A DFT kinetic study on 1,3-dipolar cycloaddition reactions in solution

Abstract

Several popular density functional theory (DFT) methods have been employed to characterize a series of 1,3-dipolar cycloaddition reactions, including the exploration of reaction mechanisms and the calculations of kinetic parameters. Both the gas- and solution-phase translational entropy models have been used to calculate the activation entropies, and the results obtained from the latter method are quite close to the experimental measurements. For some of the reactions studied, e.g., a1 + b9, a1 + b10, a5 + b9 and a12 + b5, the explicit + implicit solvation model, namely, a cluster-continuum type model, should be employed to account for the specific solvent–solute interactions.

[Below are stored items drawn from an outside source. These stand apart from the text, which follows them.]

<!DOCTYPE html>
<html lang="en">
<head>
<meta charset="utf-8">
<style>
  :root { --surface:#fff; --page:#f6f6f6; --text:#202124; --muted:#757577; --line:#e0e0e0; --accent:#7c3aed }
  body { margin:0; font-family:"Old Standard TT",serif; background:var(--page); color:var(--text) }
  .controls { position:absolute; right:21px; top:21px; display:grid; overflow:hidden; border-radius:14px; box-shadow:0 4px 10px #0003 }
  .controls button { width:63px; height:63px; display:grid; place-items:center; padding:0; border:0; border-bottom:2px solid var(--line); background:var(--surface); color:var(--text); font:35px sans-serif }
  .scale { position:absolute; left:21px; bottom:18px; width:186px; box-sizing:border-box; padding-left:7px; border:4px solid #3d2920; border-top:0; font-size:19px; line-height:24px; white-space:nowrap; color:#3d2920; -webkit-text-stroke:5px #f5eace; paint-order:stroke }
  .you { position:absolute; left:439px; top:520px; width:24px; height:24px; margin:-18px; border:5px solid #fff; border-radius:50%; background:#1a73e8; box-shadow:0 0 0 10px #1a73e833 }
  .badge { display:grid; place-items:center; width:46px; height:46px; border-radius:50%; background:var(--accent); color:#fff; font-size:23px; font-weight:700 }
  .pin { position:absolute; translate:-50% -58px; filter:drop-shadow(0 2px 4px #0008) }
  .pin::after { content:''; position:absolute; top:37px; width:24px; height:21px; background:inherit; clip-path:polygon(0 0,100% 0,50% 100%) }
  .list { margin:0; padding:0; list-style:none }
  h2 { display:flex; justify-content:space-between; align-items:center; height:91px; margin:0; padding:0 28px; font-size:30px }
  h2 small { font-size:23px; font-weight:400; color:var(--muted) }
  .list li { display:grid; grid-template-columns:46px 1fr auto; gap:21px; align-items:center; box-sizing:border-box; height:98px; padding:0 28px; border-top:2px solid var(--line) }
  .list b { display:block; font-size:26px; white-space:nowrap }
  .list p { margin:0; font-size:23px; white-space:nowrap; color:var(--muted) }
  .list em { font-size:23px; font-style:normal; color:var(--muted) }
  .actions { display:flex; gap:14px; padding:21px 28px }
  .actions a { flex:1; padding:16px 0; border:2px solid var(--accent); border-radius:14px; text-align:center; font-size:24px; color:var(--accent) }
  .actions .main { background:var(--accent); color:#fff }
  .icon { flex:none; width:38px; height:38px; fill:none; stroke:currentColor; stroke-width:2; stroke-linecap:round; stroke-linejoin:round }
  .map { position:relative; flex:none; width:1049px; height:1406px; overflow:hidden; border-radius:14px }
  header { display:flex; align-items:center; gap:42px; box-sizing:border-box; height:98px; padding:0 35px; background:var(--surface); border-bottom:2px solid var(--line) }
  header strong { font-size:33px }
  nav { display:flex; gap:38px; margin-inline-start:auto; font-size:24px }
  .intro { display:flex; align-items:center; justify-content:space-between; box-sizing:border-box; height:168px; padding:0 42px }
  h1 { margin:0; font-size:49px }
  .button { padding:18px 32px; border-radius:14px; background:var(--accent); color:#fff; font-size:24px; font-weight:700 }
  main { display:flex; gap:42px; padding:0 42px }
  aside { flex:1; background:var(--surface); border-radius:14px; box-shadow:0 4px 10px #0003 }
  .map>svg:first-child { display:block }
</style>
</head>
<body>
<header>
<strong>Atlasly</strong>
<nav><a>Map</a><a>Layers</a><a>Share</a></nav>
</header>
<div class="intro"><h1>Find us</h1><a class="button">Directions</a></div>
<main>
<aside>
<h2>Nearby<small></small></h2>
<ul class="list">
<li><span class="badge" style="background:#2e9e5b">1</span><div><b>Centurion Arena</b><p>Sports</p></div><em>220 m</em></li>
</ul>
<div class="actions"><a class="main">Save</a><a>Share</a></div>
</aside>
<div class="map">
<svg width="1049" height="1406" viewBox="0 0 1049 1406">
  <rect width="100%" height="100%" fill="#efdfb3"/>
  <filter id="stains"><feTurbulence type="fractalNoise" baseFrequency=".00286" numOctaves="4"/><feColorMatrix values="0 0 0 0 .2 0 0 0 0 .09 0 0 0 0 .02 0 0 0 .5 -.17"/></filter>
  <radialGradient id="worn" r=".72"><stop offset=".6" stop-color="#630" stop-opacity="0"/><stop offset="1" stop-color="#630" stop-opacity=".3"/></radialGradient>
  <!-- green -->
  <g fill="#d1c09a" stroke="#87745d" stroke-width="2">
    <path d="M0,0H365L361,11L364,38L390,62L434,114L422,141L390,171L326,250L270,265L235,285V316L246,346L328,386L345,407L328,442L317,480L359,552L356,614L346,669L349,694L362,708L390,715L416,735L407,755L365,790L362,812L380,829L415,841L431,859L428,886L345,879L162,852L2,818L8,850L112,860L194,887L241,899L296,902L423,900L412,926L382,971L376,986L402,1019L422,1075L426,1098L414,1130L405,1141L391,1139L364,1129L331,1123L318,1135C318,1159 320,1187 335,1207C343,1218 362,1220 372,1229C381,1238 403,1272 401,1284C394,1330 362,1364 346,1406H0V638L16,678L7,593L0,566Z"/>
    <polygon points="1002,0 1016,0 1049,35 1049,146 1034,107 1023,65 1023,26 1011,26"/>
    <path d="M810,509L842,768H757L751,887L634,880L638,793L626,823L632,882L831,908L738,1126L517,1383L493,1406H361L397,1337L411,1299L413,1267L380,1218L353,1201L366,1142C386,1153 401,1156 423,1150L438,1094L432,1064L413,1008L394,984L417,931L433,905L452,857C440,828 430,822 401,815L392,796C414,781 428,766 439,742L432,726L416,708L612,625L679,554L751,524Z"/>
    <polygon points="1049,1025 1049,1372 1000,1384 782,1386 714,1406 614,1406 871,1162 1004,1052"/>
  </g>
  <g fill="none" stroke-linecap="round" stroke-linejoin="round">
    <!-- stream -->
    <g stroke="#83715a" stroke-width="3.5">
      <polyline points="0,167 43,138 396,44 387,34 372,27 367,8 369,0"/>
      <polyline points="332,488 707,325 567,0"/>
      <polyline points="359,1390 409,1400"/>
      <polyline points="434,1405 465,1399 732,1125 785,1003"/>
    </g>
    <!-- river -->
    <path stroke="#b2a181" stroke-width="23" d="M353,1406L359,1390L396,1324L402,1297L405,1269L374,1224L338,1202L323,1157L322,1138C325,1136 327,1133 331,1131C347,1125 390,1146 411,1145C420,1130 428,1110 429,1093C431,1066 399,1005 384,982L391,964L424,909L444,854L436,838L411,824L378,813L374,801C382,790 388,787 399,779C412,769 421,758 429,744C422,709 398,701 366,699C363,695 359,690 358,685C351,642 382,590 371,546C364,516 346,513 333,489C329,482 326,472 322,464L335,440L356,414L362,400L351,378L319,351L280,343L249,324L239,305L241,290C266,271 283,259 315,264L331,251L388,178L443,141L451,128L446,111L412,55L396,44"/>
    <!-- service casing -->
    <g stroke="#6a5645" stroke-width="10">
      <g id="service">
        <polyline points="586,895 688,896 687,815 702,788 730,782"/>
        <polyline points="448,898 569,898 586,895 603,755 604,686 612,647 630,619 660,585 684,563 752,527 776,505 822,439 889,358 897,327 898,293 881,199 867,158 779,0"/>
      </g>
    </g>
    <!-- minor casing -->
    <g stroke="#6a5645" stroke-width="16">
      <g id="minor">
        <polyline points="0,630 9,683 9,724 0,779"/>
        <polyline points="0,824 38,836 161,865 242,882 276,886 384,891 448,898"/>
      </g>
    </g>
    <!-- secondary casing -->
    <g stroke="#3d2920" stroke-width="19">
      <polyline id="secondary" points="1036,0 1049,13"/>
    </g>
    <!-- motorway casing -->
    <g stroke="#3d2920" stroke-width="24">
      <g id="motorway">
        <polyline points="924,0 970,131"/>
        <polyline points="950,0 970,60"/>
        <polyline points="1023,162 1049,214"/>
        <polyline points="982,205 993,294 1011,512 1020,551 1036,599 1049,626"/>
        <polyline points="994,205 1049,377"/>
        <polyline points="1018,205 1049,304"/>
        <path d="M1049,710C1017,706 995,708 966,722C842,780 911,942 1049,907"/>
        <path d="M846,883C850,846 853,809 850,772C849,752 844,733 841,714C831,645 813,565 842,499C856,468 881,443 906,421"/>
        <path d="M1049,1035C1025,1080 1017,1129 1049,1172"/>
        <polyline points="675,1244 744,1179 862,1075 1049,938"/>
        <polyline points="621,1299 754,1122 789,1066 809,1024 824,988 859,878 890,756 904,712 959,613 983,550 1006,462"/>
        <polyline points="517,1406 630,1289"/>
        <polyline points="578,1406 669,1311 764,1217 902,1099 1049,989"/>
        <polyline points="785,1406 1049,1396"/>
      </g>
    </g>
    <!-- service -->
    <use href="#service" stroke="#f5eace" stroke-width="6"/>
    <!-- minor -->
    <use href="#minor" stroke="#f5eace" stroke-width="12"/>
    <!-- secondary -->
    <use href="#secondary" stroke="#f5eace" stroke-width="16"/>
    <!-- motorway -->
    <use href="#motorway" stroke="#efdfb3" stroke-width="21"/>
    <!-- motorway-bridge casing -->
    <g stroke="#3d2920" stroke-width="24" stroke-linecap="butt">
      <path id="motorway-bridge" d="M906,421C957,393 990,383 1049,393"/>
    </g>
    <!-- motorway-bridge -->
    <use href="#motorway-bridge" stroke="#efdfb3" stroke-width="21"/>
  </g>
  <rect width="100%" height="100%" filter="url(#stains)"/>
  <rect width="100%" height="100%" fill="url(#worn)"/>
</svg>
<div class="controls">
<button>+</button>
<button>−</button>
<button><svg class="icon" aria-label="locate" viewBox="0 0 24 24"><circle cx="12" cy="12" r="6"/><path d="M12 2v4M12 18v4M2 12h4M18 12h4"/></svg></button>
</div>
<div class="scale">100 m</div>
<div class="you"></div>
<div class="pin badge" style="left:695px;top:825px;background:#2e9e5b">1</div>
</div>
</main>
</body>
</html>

The quasi rigid-rotor-harmonic-oscillator (qRRHO) small frequency vibrational entropy correction, in conjunction with the conformational entropy correction, could further improve the calculated activation entropy data. The comparison between calculation data with experimental measurements, using 23 activation entropies and 160 reaction rate constants as test benchmark, demonstrated that our present strategy could calibrate the root-mean-square-deviation (RMSD) of activation entropies to be 1.8 cal mol⁻¹ K⁻¹ and that of Gibbs free energy barriers to be 1.8 kcal mol⁻¹.